▶ _ABOUT THIS EXERCISE_
Each line of the listing below containing the word "Order" should be returned.
***** PROVIDED ENTRIES
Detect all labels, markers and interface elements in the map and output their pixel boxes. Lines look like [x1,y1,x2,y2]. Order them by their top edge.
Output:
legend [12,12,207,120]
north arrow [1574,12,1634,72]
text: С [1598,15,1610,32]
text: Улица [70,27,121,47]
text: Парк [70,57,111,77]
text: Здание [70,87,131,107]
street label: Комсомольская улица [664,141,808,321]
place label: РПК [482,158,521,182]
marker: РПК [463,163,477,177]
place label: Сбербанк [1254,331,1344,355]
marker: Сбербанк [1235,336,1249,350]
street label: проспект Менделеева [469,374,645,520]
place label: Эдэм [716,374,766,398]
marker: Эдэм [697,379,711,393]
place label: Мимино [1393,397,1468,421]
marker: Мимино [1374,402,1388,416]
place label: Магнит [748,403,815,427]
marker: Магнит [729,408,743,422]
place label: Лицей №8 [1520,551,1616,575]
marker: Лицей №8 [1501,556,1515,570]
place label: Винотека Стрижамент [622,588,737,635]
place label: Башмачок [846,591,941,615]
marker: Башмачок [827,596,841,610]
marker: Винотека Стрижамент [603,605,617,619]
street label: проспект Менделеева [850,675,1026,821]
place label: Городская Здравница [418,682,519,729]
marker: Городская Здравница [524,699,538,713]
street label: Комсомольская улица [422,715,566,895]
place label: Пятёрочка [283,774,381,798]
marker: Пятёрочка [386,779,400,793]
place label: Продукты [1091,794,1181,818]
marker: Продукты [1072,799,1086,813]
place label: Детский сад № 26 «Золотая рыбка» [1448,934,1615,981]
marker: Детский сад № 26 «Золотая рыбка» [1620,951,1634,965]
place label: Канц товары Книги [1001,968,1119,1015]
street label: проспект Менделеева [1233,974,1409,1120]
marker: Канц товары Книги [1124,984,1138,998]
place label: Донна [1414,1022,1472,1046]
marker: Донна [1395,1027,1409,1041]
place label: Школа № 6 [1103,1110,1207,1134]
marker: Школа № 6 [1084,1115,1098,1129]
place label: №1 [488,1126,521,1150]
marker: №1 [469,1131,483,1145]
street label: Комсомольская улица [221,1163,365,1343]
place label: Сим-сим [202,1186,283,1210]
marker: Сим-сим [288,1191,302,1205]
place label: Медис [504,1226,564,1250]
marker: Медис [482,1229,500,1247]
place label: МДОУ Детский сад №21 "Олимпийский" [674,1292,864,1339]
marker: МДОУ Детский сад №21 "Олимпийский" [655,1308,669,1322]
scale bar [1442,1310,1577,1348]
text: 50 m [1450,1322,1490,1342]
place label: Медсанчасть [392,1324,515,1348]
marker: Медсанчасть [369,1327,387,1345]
**********
***** PROVIDED ENTRIES
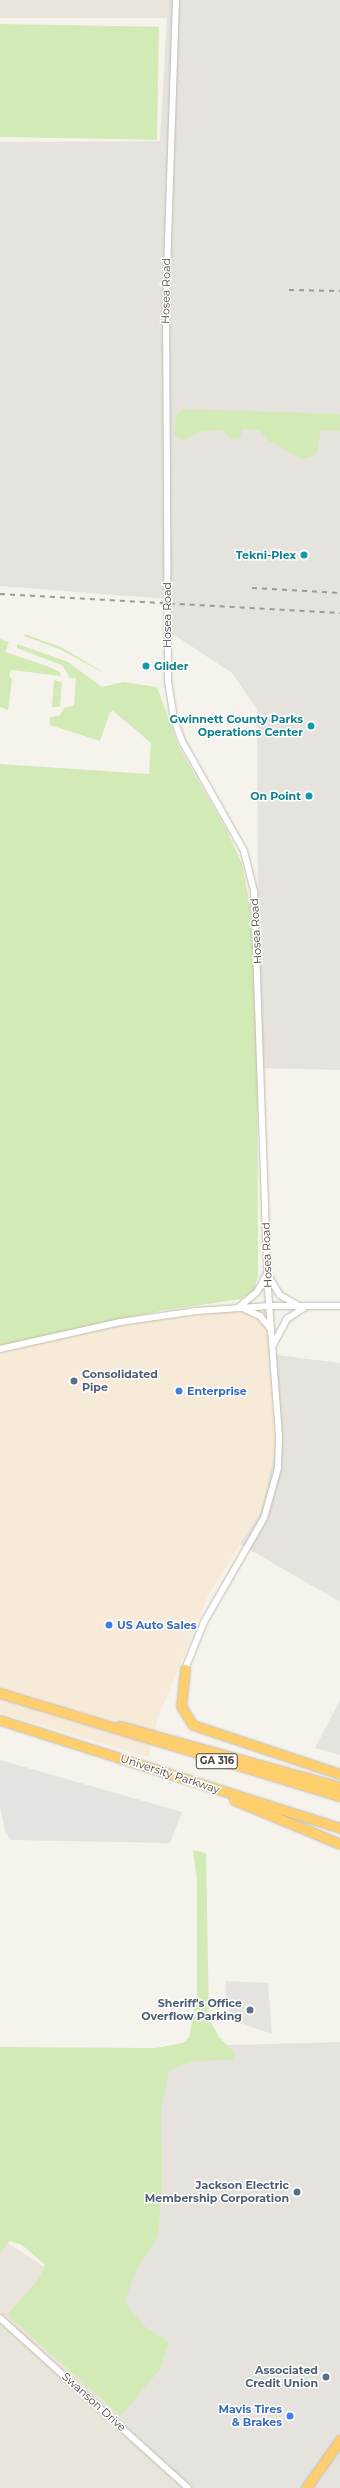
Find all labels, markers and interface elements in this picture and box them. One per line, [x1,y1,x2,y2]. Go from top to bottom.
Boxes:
**********
***** PROVIDED ENTRIES
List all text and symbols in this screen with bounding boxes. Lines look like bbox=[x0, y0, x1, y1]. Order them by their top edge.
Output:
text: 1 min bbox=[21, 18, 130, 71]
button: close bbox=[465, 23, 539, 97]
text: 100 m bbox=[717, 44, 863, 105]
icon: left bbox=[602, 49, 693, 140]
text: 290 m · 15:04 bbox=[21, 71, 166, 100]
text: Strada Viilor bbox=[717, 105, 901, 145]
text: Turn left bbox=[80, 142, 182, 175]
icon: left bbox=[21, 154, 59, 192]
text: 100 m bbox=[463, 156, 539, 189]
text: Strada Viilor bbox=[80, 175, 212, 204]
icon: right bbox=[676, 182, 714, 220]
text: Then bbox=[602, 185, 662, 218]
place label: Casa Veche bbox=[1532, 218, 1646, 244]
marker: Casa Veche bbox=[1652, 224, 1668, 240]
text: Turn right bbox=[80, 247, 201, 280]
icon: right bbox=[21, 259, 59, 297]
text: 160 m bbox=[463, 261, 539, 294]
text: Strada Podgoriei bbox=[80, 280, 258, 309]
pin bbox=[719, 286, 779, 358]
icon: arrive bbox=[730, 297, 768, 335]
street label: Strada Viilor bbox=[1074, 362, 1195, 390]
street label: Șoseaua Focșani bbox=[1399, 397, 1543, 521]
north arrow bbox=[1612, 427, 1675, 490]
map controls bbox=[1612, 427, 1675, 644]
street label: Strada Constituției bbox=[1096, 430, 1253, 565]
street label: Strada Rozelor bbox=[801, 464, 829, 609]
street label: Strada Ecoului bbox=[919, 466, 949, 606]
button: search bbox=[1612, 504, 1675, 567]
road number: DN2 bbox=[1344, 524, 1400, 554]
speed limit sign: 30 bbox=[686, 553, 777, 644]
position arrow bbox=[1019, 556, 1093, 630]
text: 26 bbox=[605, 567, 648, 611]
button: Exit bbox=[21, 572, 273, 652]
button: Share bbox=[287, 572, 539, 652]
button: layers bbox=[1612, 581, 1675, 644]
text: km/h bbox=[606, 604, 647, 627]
**********
▶ _WRITTEN ANSWER_
Detect all labels, markers and interface elements in the map and output their pixel boxes. Lines look like [x1,y1,x2,y2]. Order them by their top edge.
List all text and symbols in this screen with bounding boxes. Lines look like bbox=[x0, y0, x1, y1]. Order them by their top edge.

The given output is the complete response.